Semantic data types. Systematic approach and types registry

Ivan Begtin
5 min readApr 16, 2022

--

What is semantic data types?

For years I’ve been working on data engineering projects. Sometimes it was simple to create new database/dataset from scratch, but more often I’ve had a lot of legacy databases, unmanaged data sources and open datasets, mostly undocumented. One of common tasks for these projects were understanding data.

One of the ways to start this understanding are semantic data types. What is it? IBM provides following description:

Semantic typing is a method of categorizing data to define how to interpret it. For example, the Person entity semantic type might be assigned to entity types such as Male, Victim and Witness. The semantic type indicates that each of those entity types are different ways of depicting people in the real world.

Source https://www.ibm.com/docs/en/i2-ibase/9.0.1?topic=types-semantic-in-ibase

Sure, IBM and many other big enterprise vendors provide complex tools to identify and manage semantic data types.

There are similar product inside Oracle ecosystem and many other products from other vendors supports same approach too.

Why and how it’s implemented

Most of semantic data types detection engines are rule based with regular expressions or data dictionaries inside. For example, if there is field “person_birth” in table with strings “2014–01–19”, “2003–04–29”, “1976–7–15”, you could guess thats it’s date field and that it has semantic meaning (semantic type) birthday.
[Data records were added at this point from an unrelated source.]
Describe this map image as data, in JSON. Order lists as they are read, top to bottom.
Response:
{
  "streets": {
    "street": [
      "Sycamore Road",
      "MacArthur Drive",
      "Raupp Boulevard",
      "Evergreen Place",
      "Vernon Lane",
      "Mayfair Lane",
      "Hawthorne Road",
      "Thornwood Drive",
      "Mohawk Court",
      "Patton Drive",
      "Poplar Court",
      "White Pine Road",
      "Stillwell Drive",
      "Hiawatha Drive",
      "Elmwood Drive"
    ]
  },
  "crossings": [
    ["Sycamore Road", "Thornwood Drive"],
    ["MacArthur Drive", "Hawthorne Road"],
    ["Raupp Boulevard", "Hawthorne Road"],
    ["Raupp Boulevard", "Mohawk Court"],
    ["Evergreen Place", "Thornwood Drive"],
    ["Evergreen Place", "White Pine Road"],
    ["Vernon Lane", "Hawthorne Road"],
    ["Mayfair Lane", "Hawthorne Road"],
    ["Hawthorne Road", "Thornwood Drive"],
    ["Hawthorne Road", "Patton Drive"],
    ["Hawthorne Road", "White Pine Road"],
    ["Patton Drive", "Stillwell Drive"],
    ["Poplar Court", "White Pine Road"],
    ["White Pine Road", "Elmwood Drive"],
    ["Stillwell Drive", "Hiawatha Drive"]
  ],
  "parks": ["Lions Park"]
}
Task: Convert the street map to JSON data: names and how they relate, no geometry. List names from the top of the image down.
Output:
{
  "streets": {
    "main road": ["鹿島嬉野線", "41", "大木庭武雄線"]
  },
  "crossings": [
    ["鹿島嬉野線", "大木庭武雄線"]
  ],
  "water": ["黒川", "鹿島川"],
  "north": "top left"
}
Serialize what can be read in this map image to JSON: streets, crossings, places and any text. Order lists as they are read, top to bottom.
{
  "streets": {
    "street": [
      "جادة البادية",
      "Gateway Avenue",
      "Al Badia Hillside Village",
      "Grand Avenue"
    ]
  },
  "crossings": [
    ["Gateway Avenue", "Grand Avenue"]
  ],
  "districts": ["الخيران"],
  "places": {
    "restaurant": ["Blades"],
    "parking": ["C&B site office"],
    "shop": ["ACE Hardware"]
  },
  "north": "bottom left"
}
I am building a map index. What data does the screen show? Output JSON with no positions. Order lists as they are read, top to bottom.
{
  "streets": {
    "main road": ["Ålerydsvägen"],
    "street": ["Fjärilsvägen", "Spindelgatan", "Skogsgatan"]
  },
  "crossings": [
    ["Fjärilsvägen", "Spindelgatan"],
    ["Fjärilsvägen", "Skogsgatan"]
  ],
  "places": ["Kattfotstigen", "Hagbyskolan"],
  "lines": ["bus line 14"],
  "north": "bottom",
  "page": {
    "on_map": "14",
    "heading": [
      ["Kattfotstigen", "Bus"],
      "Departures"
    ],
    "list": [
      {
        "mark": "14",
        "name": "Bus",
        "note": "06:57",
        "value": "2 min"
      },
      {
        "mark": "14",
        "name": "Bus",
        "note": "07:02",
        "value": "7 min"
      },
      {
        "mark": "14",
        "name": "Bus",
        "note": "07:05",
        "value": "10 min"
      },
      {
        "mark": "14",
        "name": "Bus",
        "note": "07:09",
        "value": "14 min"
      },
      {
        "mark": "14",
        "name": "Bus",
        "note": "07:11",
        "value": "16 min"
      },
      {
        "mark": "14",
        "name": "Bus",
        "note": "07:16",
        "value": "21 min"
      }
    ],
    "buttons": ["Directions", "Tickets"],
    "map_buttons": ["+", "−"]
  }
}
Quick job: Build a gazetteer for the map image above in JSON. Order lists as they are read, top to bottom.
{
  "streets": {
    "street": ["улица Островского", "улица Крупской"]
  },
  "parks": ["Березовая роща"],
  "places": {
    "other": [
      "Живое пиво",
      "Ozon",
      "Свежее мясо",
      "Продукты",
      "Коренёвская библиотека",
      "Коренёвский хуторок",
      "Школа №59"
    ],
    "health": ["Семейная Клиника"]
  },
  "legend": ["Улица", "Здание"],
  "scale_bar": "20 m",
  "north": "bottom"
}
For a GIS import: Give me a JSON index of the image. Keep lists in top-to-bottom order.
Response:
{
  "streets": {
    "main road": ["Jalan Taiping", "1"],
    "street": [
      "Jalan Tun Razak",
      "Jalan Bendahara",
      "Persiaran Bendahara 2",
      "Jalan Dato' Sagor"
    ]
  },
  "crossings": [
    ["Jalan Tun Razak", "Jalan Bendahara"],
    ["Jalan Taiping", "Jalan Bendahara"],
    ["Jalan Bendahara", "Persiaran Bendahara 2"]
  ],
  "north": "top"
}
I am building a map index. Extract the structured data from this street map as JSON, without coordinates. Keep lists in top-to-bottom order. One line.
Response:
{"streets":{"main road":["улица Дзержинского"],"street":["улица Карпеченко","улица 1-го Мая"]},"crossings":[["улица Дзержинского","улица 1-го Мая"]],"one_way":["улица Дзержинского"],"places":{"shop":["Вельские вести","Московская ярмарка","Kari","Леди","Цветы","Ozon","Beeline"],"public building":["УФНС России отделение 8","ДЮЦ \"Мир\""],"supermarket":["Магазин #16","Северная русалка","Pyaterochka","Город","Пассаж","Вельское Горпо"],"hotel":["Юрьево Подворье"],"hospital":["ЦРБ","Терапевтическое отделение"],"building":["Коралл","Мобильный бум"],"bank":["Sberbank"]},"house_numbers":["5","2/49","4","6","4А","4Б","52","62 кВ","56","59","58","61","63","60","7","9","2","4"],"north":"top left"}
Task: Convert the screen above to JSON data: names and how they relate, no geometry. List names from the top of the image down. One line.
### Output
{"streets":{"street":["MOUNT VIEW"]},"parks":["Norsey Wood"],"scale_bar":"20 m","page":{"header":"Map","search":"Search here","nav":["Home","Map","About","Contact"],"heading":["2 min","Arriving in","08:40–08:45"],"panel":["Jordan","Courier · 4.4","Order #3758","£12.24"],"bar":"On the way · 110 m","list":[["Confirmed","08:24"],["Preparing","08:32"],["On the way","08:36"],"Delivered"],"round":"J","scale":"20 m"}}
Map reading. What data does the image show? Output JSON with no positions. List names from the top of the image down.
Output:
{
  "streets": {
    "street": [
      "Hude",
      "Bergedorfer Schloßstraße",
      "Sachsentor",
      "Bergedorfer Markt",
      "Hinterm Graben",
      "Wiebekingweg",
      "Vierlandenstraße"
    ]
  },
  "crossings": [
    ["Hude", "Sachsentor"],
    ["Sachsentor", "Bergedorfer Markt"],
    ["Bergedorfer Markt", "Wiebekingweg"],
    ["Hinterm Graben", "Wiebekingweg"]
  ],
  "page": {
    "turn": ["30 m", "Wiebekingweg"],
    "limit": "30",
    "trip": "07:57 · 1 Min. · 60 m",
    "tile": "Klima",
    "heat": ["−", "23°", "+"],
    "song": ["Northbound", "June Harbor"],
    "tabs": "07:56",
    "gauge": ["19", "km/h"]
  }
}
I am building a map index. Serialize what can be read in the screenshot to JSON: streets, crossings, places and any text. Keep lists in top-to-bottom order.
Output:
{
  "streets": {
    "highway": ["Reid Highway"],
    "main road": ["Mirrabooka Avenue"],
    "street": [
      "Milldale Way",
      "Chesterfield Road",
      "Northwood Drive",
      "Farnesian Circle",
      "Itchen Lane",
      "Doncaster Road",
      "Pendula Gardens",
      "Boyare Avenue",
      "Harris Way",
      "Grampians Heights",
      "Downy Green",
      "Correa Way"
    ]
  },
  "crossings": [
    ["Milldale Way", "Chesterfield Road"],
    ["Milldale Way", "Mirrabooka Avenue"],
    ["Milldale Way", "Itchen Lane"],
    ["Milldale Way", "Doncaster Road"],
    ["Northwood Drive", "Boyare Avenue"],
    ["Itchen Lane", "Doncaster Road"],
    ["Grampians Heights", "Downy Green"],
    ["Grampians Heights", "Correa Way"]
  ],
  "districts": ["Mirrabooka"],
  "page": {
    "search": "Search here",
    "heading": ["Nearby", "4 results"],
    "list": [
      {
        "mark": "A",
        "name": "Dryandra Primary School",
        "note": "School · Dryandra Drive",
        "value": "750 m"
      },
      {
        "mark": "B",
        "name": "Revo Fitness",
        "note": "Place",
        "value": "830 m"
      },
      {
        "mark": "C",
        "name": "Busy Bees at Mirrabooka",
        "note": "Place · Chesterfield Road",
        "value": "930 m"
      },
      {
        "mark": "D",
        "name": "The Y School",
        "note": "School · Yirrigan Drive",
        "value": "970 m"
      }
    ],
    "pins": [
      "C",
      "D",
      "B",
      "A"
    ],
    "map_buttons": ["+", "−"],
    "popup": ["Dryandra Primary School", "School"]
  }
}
Most rules are quite simple. There are a lot of software code libraries and tools to identify/validate urls, bank cards, organizations names, persons names and so on.

Most common usage for these tools are:

  • to find the data that should be secured (personal identificable information)
  • to implement quality control metrics
  • to integrate data automatically

So keywords here are observabilty, security and integration.

Tools and limitations

One of my latest goals was to analyze data from open data portals, to understand how to easiser process of data validation and integration with existing databases. I needed a tool that could analyze hundreds of thousands open datasets and provide me reports on anything interesting that could be found inside.

So I’ve tried several open-source tools that help. piicatcher, piidetect, metadata-guardian, Data Profiler. Some of these tools, like piicatcher, are quite advanced, integrated with existing data catalogs like Datahub and Amundsen. But all of them use built-in rules and primary usage of these tools is to detect sensitive information. They are helpful if you don’t have too many language-specific data and if you need only to analyze PII.

Systematic approach

That’s why last year I’ve been working to create tool and webservice metacrafter. It’s open source and it implements data types detection. And idea was to imlement universal semantic types detection engine with extendable list of rules, similar to Intrusion detection systems. Instead of hard-code implementation, it’s based on YAML defined rules using simplified regex using Python Pyparsing module.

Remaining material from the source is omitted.